For a more ample perspective, it may be of some significance that claimant was born on March 23, 1955, and married in 1983, but official claim of paternity was made for the first time on June 24, 1986, thirteen years after she attained her majority, and a full year after decedent’s death.

IV. CONCLUSION

Since the Claimant’s claim of paternity, giving her the right to take a distributive share in the net estate of decedent equal to that of each of decedent’s lawful children, fails to meet any of the aforesaid three requirements of 15 V.I.C. § 84(13), especially the requirement of adjudication thereof prior to the death of the decedent, we hold that the Court has no alternative but to affirm the action taken by the administrator on September 4, 1986, rejecting the claim on the grounds that the Court lacks subject-matter jurisdiction to adjudicate it after the death of decedent as the claim is time-barred. We hold with the District Court in the Creque case that the change in the statute from “was or is adjudged,” which appears in the present Code a 15 V.I.C. § 84(13), constitutes a special statute of limitation particularly applicable to claims of paternity; that this class of claims may not be legally adjudicated after the death of decedent; that to authorize posthumous adjudication of this particular type of claim will require action by the Legislature.

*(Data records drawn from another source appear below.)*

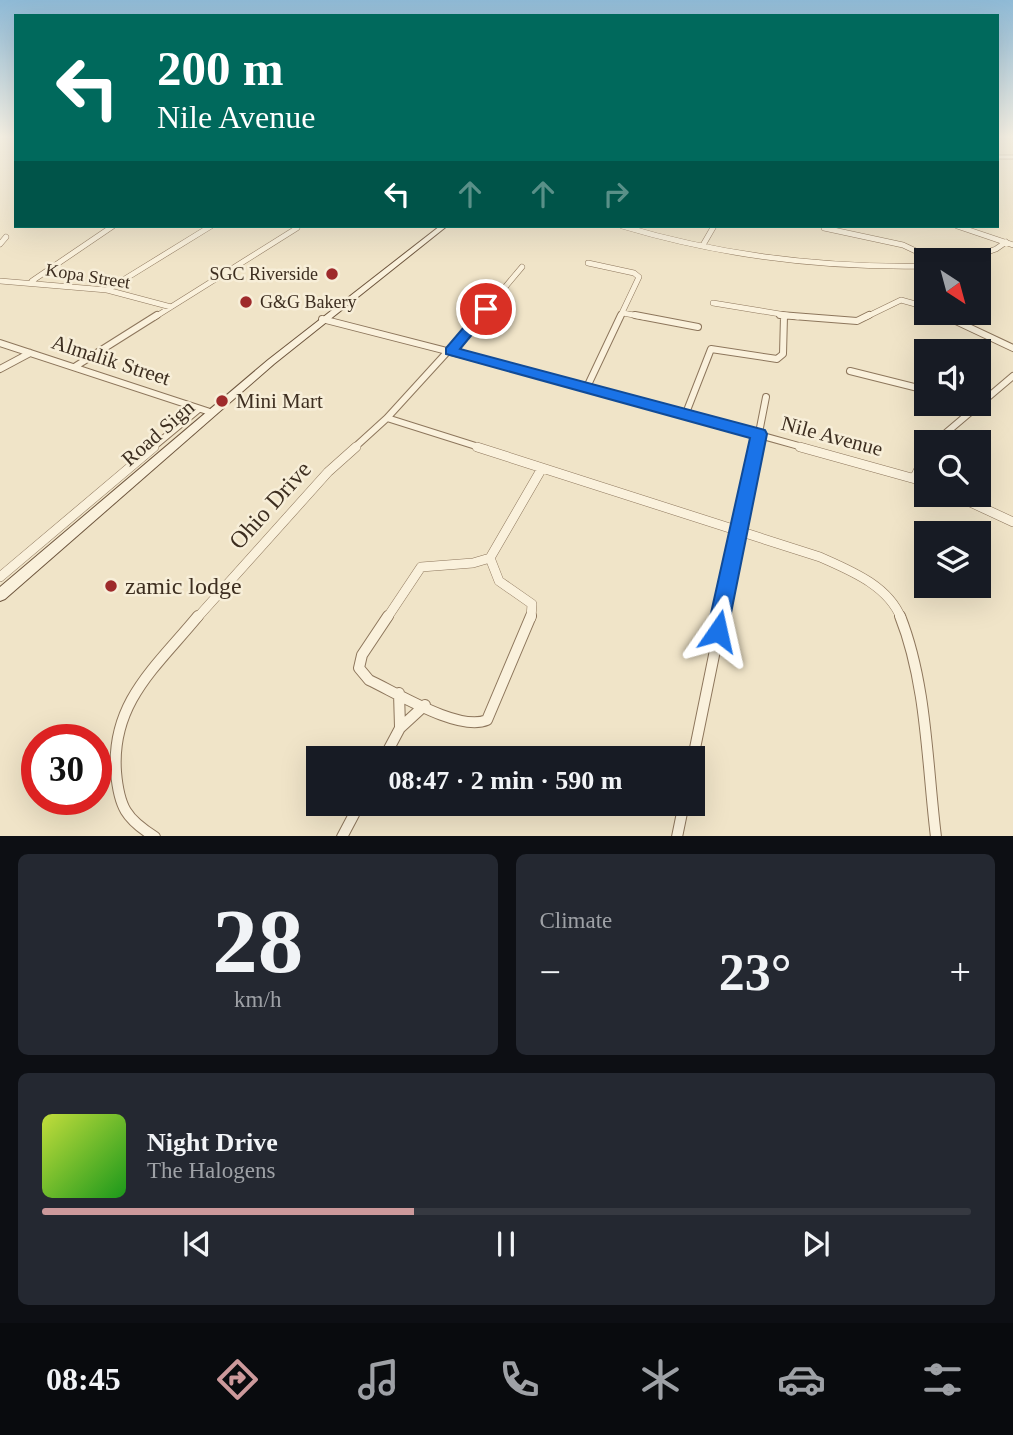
<!DOCTYPE html>
<meta charset="utf-8">
<style>
body{margin:0;font-family:Georgia,serif;background:#242831;color:#f1f3f6;height:100vh;display:flex;flex-direction:column;font-size:26px;white-space:nowrap}
*{box-sizing:border-box;margin:0}
p{font-size:23px;color:#9ea1a6}
.icon{flex:none;width:38px;height:38px;fill:none;stroke:currentColor;stroke-width:2;stroke-linecap:round;stroke-linejoin:round}
.map{position:relative;height:836px;overflow:hidden}
.panel{display:flex;flex-direction:column;gap:18px;padding:18px;background:#0d0f14;flex:1}
.panel>*{flex:none}
.guide{position:absolute;left:14px;top:14px;width:985px;height:214px;border-radius:0px;box-shadow:0 7px 28px #0002;background:#00695c;color:#fff;overflow:hidden}
.needle{width:46px;rotate:144deg}
.fabs{position:absolute;left:914px;top:248px;display:grid;gap:14px}
.fabs a{display:grid;place-items:center;width:77px;height:77px;border-radius:0px;background:#171b24;box-shadow:0 7px 28px #0002;font-size:35px}
.speed{position:absolute;left:21px;top:724px;display:flex;gap:14px;font-size:35px;font-weight:700;text-align:center}
.speed>*{display:grid;place-content:center;width:91px;height:91px;border-radius:50%;background:#171b24;box-shadow:0 7px 28px #0002;line-height:1}
.speed .limit{border:10px solid #d22;background:#fff;color:#111}
.pin{position:absolute;display:grid;place-items:center;width:60px;height:60px;color:#fff;margin:-30px;border:4px solid #fff;border-radius:50%;box-shadow:0 2px 7px #0007}
.me{position:absolute;width:77px;margin:-38px;rotate:11deg;stroke-linejoin:round;filter:drop-shadow(0 0 5px #0008)}
.turn{display:flex;align-items:center;gap:24px;height:147px;padding:0 28px;font-size:32px}
.turn .icon{width:91px;height:91px;stroke-width:2.5}
.turn b{display:block;font-size:49px;line-height:60px}
.lanes{display:flex;align-items:center;height:66px;padding:0 28px;background:#0003;justify-content:center;gap:35px;direction:ltr}
.lanes .off{opacity:.35}
.big{font-size:52px;font-weight:600;line-height:1.1}
.panel .card{flex:1;display:flex;flex-direction:column;justify-content:center;gap:10px;min-width:0;padding:0 24px;border-radius:10px;background:#242831}
.panel .dial{align-items:center;gap:0}
.dial b{font-size:91px;line-height:1}
.song{display:flex;align-items:center;gap:21px}
.cover{width:84px;height:84px;border-radius:10px;background:linear-gradient(135deg,hsl(70 70% 55%),hsl(120 70% 35%))}
.played{height:7px;border-radius:4px;background:linear-gradient(90deg,#cc999b 40%,#363941 40%)}
.keys{display:flex;justify-content:space-around;direction:ltr}
.heat{display:flex;justify-content:space-between;align-items:center;font-size:38px;direction:ltr}
.panel .tiles{flex:1;display:grid;gap:18px;grid-template-columns:1fr 1fr}
.card:last-child{grid-column:span 2}
.trip{position:absolute;left:306px;top:746px;width:399px;height:70px;border-radius:0px;background:#171b24;box-shadow:0 7px 28px #0002;font-weight:600;line-height:70px;text-align:center}
.dock{display:flex;height:112px;justify-content:space-around;align-items:center;background:#090b0e;color:#9ea1a6}
.dock .icon{width:49px;height:49px}
.dock .selected{color:#cc999b}
.dock b{font-size:32px;color:#f1f3f6}
.map>svg:first-child{display:block}
.lines{fill:none;stroke-linecap:round;stroke-linejoin:round}
.street-far4-casing{stroke:#8d765c;stroke-width:4.5}
.street-far3-casing{stroke:#8d765c;stroke-width:6}
.street-far2-casing{stroke:#8d765c;stroke-width:8}
.street-far1-casing{stroke:#8d765c;stroke-width:10}
.street-casing{stroke:#8d765c;stroke-width:12}
.secondary-casing{stroke:#6f573f;stroke-width:2}
.street-far4{stroke:#faf1dc;stroke-width:3.5}
.street-far3{stroke:#faf1dc;stroke-width:5}
.street-far2{stroke:#faf1dc;stroke-width:6}
.street-far1{stroke:#faf1dc;stroke-width:9}
.street{stroke:#faf1dc;stroke-width:10}
.secondary{fill:#faf1dc;fill-rule:evenodd}
.route{fill:#1a73e8;stroke:#114b97;stroke-width:2}
.poi-dot{fill:#9e2a2b;stroke:#f7eed8;stroke-width:2.5}
.labels{text-anchor:middle;stroke-width:5;stroke-linejoin:round;paint-order:stroke}
.far-poi-label{font-size:18px;fill:#3d2e20;stroke:#f7eed8;text-anchor:end}
.far-street-label{font-size:18px;fill:#3d2e20;stroke:#f7eed8}
.street-label{font-size:21px;fill:#3d2e20;stroke:#f7eed8}
.poi-label{font-size:21px;fill:#3d2e20;stroke:#f7eed8;text-anchor:start}
.near-street-label{font-size:24px;fill:#3d2e20;stroke:#f7eed8}
.near-poi-label{font-size:24px;fill:#3d2e20;stroke:#f7eed8;text-anchor:start}
</style>
<div class="map">
<svg width="1013" height="837" viewBox="0 0 1013 837">
<rect width="100%" height="100%" fill="#f0e4c8"/>
<g class="lines">
<g class="street-far4-casing">
<path id="street-far4" d="M998 157H1013"/>
</g>
<g class="street-far3-casing">
<path id="street-far3" d="M622 226C722 256 822 268 926 266
M957 226 1013 245
M824 228 903 245 937 261
M0 244 6 237
M703 245 714 226
M962 261 996 249 1006 242
M588 263 634 273 639 277 620 317
M0 281 107 290 171 307
M32 281 113 226
M107 290 211 226
M713 303 798 317
M623 313 644 317
M938 313 946 317
M155 317 297 228
M480 317 522 267
M866 317 901 300 926 307"/>
</g>
<g class="street-far2-casing">
<path id="street-far2" d="M635 315 698 327
M780 315 857 321 869 315
M943 315 1013 348
M322 319 587 387 806 448
M0 343 210 412
M76 366 157 315
M0 369 30 353
M850 371 926 390
M587 387 621 315
M959 404 970 411
M686 413 711 349 777 359 783 354 784 316
M387 418 482 448
M934 443 1013 376
M152 448 199 409
M354 448 387 418 481 315
M756 448 766 397"/>
</g>
<g class="street-far1-casing">
<path id="street-far1" d="M477 447 820 557C849 570 888 585 901 618
M800 447 926 482
M915 477 926 455
M955 495 1013 522
M490 558 499 581 532 604 531 618
M490 558 541 470
M0 577 154 447
M197 618 328 472 356 447
M387 618 421 567 473 563 490 558
M721 618 756 447"/>
</g>
<g class="street-casing">
<path id="street" d="M388 616 362 655 359 668 369 680C397 693 459 732 487 720L531 616
M900 616C927 684 927 765 936 837
M399 693 400 727
M384 758 400 728 425 705
M693 758 722 616
M155 837C126 819 119 807 116 772 111 702 157 666 198 616
M342 837 360 803
M677 837 684 803"/>
</g>
<g class="secondary-casing">
<path id="secondary" d="M440 226H447L274 364 5 599 0 601V587L268 360Z"/>
</g>
<use href="#street-far4" class="street-far4"/>
<use href="#street-far3" class="street-far3"/>
<use href="#street-far2" class="street-far2"/>
<use href="#street-far1" class="street-far1"/>
<use href="#street" class="street"/>
<use href="#secondary" class="secondary"/>
</g>
<linearGradient id="sky" x2="0" y2="1"><stop stop-color="#8fbad6"/><stop offset="0.54" stop-color="#f8f3e6"/><stop offset="1" stop-color="#f8f3e6" stop-opacity="0"/></linearGradient>
<rect width="1013" height="253" fill="url(#sky)"/>
<path class="route" d="M482 306 493 309 460 349 765 430 767 434 726 638 718 641 711 638 707 631 750 438 446 354V348Z"/>
<g class="poi-dot">
<circle cx="332" cy="274" r="7"/>
<circle cx="246" cy="302" r="7"/>
<circle cx="222" cy="401" r="7"/>
<circle cx="111" cy="586" r="7"/>
</g>
<g class="labels">
<g class="far-poi-label">
<text x="318" y="280">SGC Riverside</text>
<text x="260" y="308" text-anchor="start">G&amp;G Bakery</text>
</g>
<g class="far-street-label">
<text transform="translate(88 276) rotate(9)" y="6">Kopa Street</text>
</g>
<g class="street-label">
<text transform="translate(111 360) rotate(18)" y="7">Almalik Street</text>
<text transform="translate(158 433) rotate(-41)" y="7">Road Sign</text>
<text transform="translate(832 436) rotate(15)" y="7">Nile Avenue</text>
</g>
<g class="poi-label">
<text x="236" y="408">Mini Mart</text>
</g>
<g class="near-street-label">
<text transform="translate(270 505) rotate(-48)" y="8">Ohio Drive</text>
</g>
<g class="near-poi-label">
<text x="125" y="594">zamic lodge</text>
</g>
</g>
</svg>
<div class="fabs">
<a><svg class="needle" viewBox="-14 -14 28 28"><path d="M0-13l5 13h-10z" fill="#e53935"/><path d="M0 13l5-13h-10z" fill="#9ea1a6"/></svg></a>
<a><svg class="icon" aria-label="sound" viewBox="0 0 24 24"><path d="M4 9h4l5-4v14l-5-4H4zM17 9q2 3 0 6"/></svg></a>
<a><svg class="icon" aria-label="search" viewBox="0 0 24 24"><circle cx="10" cy="10" r="6"/><path d="M15 15l6 6"/></svg></a>
<a><svg class="icon" aria-label="layers" viewBox="0 0 24 24"><path d="M12 4l9 5-9 5-9-5zM3 14l9 5 9-5"/></svg></a>
</div>
<div class="speed"><div class="limit">30</div></div>
<div class="pin" style="left:486px;top:309px;background:#d93025"><svg class="icon" aria-label="arrive" viewBox="0 0 24 24"><path d="M6 21V4h12l-3 4 3 4H6"/></svg></div>
<svg class="me" style="left:718px;top:631px" viewBox="-20 -20 40 40"><path d="M0-17L14 15 0 8-14 15z" fill="#1a73e8" stroke="#fff" stroke-width="4"/></svg>
<div class="trip">08:47 · 2 min · 590 m</div>
<div class="guide">
<div class="turn"><svg class="icon" aria-label="left" viewBox="0 0 24 24"><path d="M17 20v-9H6M10 6l-5 5 5 5"/></svg><div><b>200 m</b>Nile Avenue</div></div>
<div class="lanes"><svg class="icon" aria-label="left" viewBox="0 0 24 24"><path d="M17 20v-9H6M10 6l-5 5 5 5"/></svg><svg class="icon off" aria-label="ahead" viewBox="0 0 24 24"><path d="M12 20V5M6 11l6-6 6 6"/></svg><svg class="icon off" aria-label="ahead" viewBox="0 0 24 24"><path d="M12 20V5M6 11l6-6 6 6"/></svg><svg class="icon off" aria-label="right" viewBox="0 0 24 24"><path d="M7 20v-9h11M14 6l5 5-5 5"/></svg></div>
</div>
</div>
<section class="panel">
<div class="tiles">
<div class="card dial"><b>28</b><p>km/h</p></div>
<div class="card"><p>Climate</p>
<div class="heat"><a>−</a><b class="big">23°</b><a>+</a></div>
</div>
<div class="card">
<div class="song"><i class="cover"></i><div><b>Night Drive</b><p>The Halogens</p></div></div>
<div class="played"></div>
<div class="keys"><svg class="icon" aria-label="previous" viewBox="0 0 24 24"><path d="M18 5L8 12l10 7zM5 5v14"/></svg><svg class="icon" aria-label="pause" viewBox="0 0 24 24"><path d="M8 5v14M16 5v14"/></svg><svg class="icon" aria-label="next" viewBox="0 0 24 24"><path d="M6 5l10 7-10 7zM19 5v14"/></svg></div>
</div>
</div>
</section>
<nav class="dock">
<b>08:45</b>
<svg class="icon selected" aria-label="directions" viewBox="0 0 24 24"><path d="M12 3l9 9-9 9-9-9zM9 14v-3h6M13 9l2 2-2 2"/></svg>
<svg class="icon" aria-label="music" viewBox="0 0 24 24"><path d="M9 18V5l10-2v13"/><circle cx="6" cy="18" r="3"/><circle cx="16" cy="16" r="3"/></svg>
<svg class="icon" aria-label="phone" viewBox="0 0 24 24"><path d="M5 4h4l2 5-3 2q2 4 5 5l2-3 5 2v4C11 20 4 13 5 4z"/></svg>
<svg class="icon" aria-label="climate" viewBox="0 0 24 24"><path d="M12 3v18M4 7l16 10M4 17L20 7"/></svg>
<svg class="icon" aria-label="car" viewBox="0 0 24 24"><path d="M5 17H2v-5l4-1 3-4h7l3 4 3 1v5h-3M9 17h6M6 11h13"/><circle cx="7" cy="17" r="2"/><circle cx="17" cy="17" r="2"/></svg>
<svg class="icon" aria-label="filters" viewBox="0 0 24 24"><path d="M4 7h16M4 17h16"/><circle cx="9" cy="7" r="2"/><circle cx="15" cy="17" r="2"/></svg>
</nav>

We hold, further, that from the entire record that has been presented to us, the Court does not find that decedent publicly acknowledged claimant as his natural child; or that decedent received claimant as his natural child with the consent of his wife into his family. As to this requirement of the legitimation statute, we hold that even if decedent and his wife were separated makes no difference, for the simple reason that the state does not say this makes any difference. When and if the statute says so, the Court will be guided accordingly. Finally, the Court cannot find that *244decedent otherwise treated claimant as if claimant was his legitimate child. Therefore, claimant’s motion, that the Court reverse the decision of the administrator rejecting her claim to a distributive share of decedent’s net estate proportionate to that of each of his lawful children on the ground that he legitimized her pursuant to 16 V.I.C. § 462 is denied.

The decision of the administrator made pursuant to 15 V.I.C. § 394, rejecting Claimant’s claim to paternity, is affirmed.

INTERLOCUTORY JUDGMENT

The Court having made and issued its Memorandum Opinion on even date herewith, and the Court being fully advised and satisfied in the premises, it is hereby

Ordered, Adjudged and Decreed that the decision of the administrator in above-titled matter rejecting the Claim of Andrea Rosemond that she share in the distribution of the above-titled estate as the daughter of the deceased in proportion to the other children of the deceased pursuant to 15 V.I.C. § 84(1) is affirmed.

At the time of filing of the claim, claimant was represented by Attorney Richard Knoepfel.

Attorney Twine has since left the firm.

According to 15 V.I.C. § 395, this motion should have come from the claimant and/ or her attorney.

At the pretrial hearing, claimant was represented by Attorney Wynter, and the law firm representing the Estate by Attorney Susan Bruch.